I had never experienced AOL, other than receiving all those diskettes and CDs over the years. I think the funniest AOL CD was the one co-branded with the Royal Bank of Canada. Say what?
While in Germany visiting an elderly relative, I was excited to learn that she had Internet! Excited, because I thought I would be sans-Internet for 3-4 days.
All I needed to do, I figured, was unplug the ethernet cable from her computer, and then plug it into my notebook computer. But it could not connect to the Internet. Hmm.
The relative offered to phone a friend "who knew about computers." The reply: I needed to run the AOL software. Huh? I ran it on her computer, but that didn't work either. She then connected me with her son, who lives some 400km away. He told me that the DSL modem provided by T-connect has a problem and does not always connect.

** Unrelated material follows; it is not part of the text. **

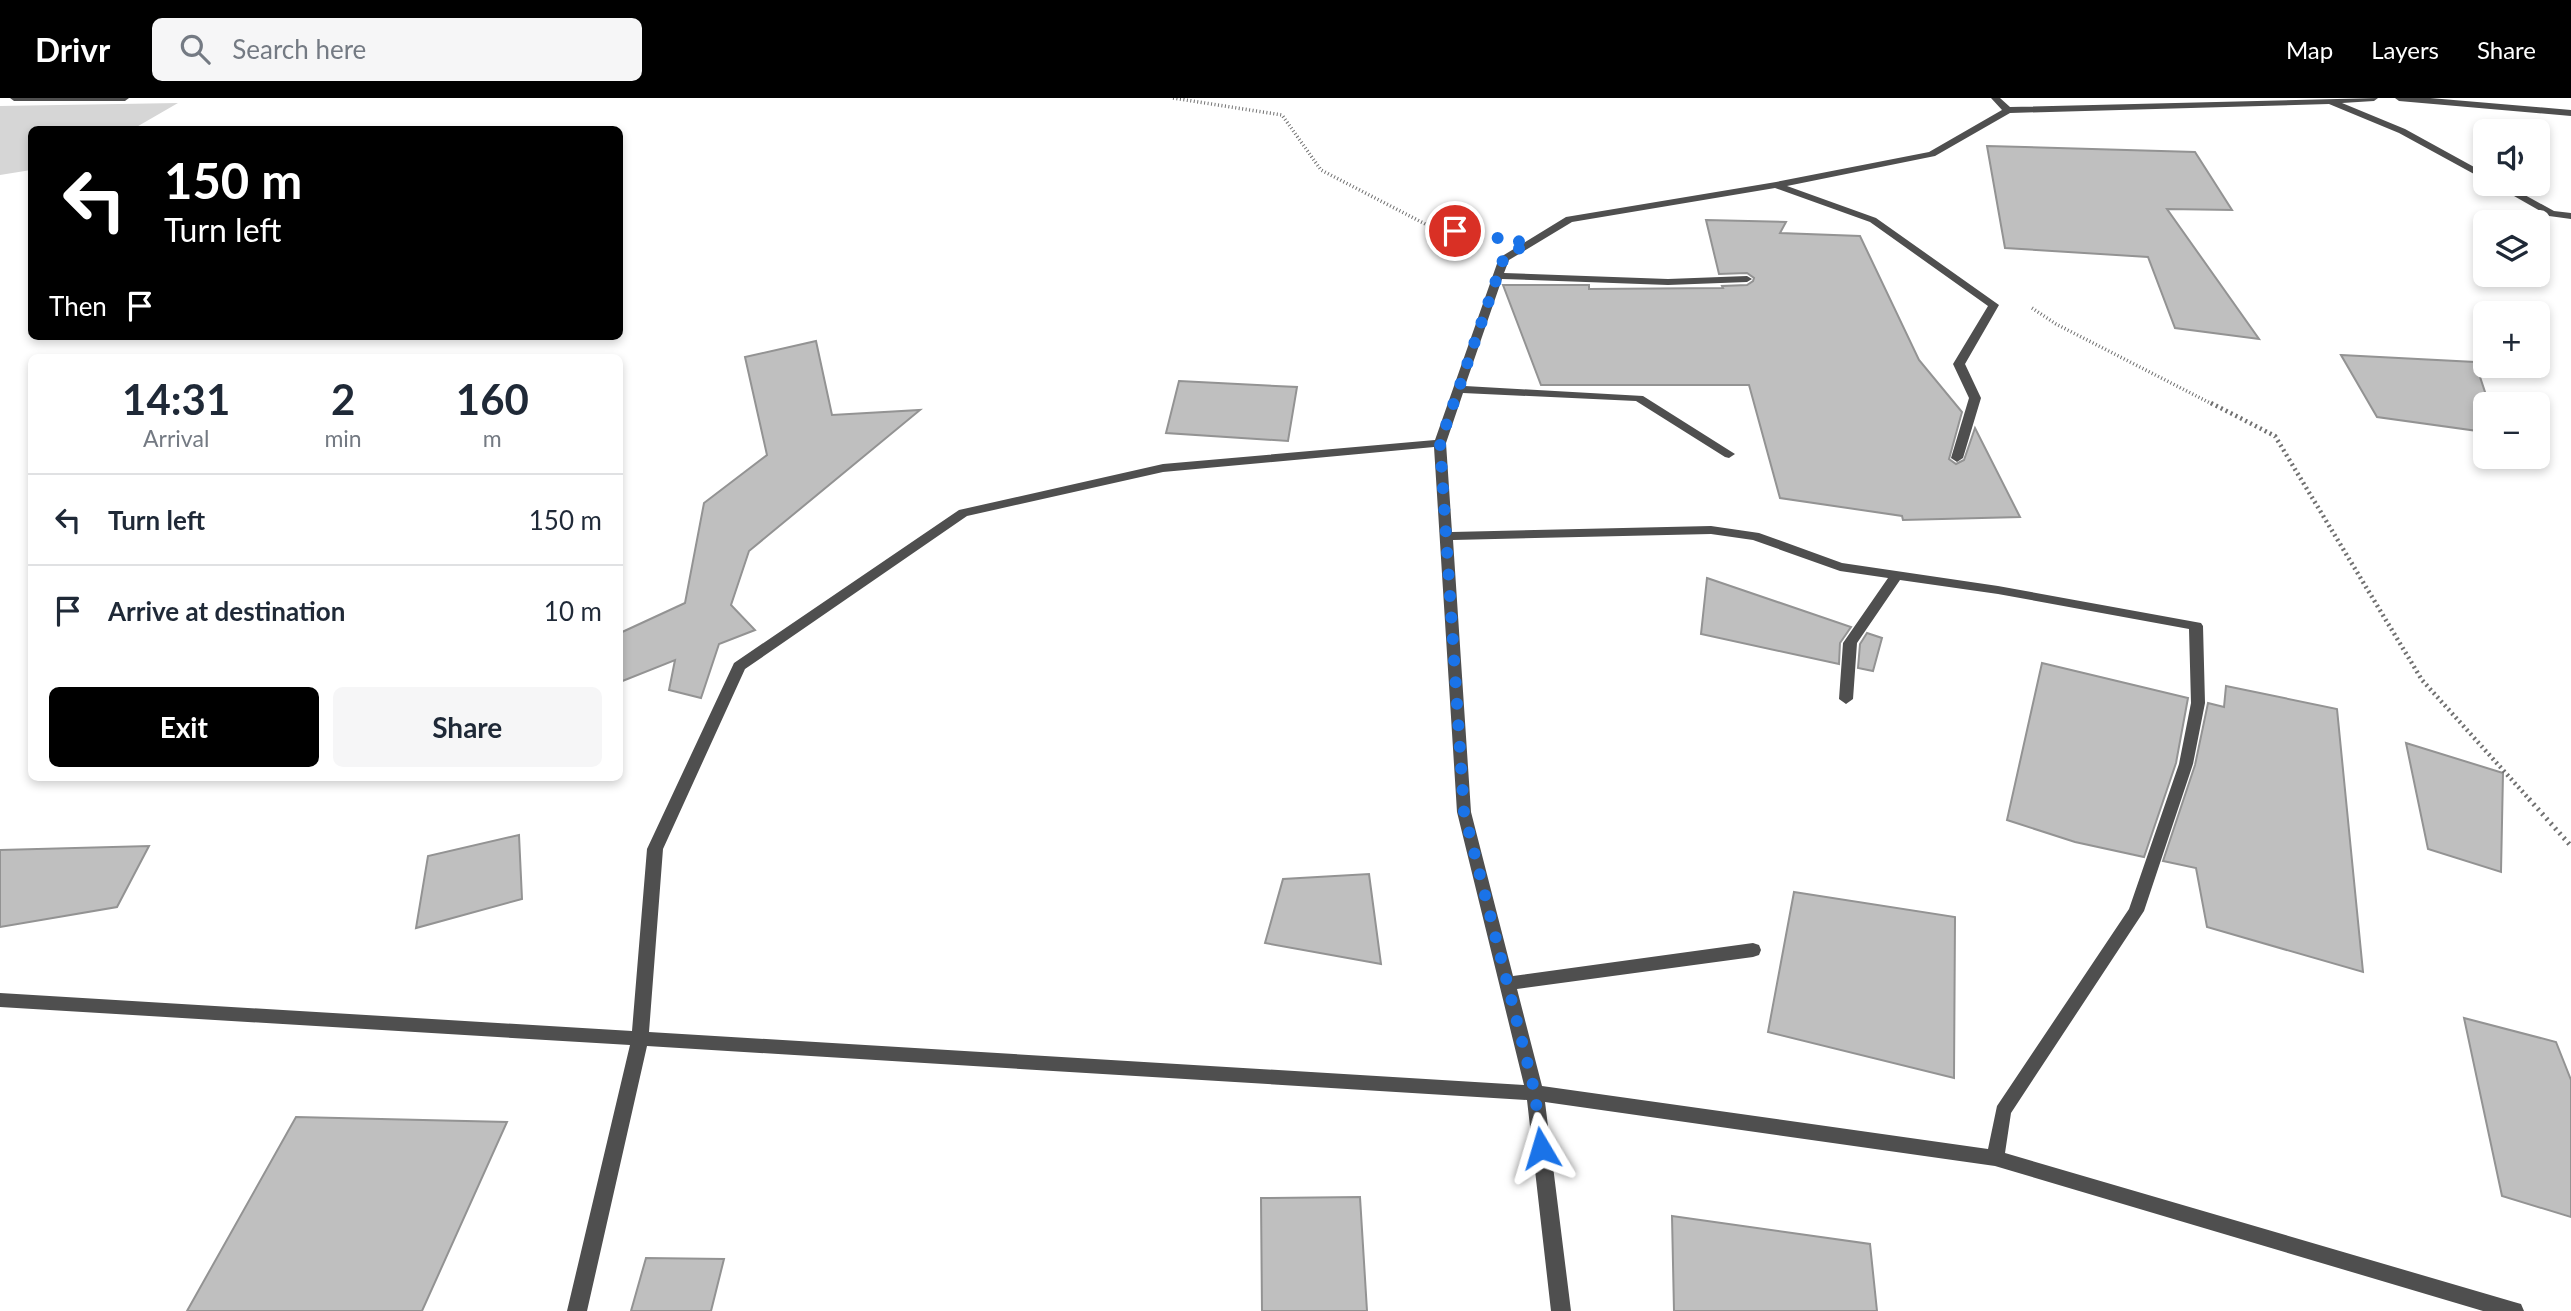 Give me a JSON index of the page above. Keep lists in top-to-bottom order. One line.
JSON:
{"page":{"header":"Drivr","search":"Search here","nav":["Map","Layers","Share"],"map_buttons":["+","−"],"turn":["150 m","Turn left"],"then":"Then","eta":["14:31","Arrival","2","min","160","m"],"list":[{"name":"Turn left","value":"150 m"},{"name":"Arrive at destination","value":"10 m"}],"buttons":["Exit","Share"]}}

So, I just needed to retry a number of times. And that I had to use the AOL software, because AOL was the ISP.
Shocking, but true. My notebook computer couldn't simply plug in, because the DSL modem worked only with AOL software, which is like a wrapper around a branded version of Internet Explorer. Even IE would not work on the relative's computer, because only the AOL software was allowed to connect to the Internet.
And AOL is still in business? Amazing that such lock-in could exist in today's world. Reminded me of using CompuServe in the late 1980s.
In the end, I managed to access my email through the dreadful AOL software. But it sure was an unpleasant experience.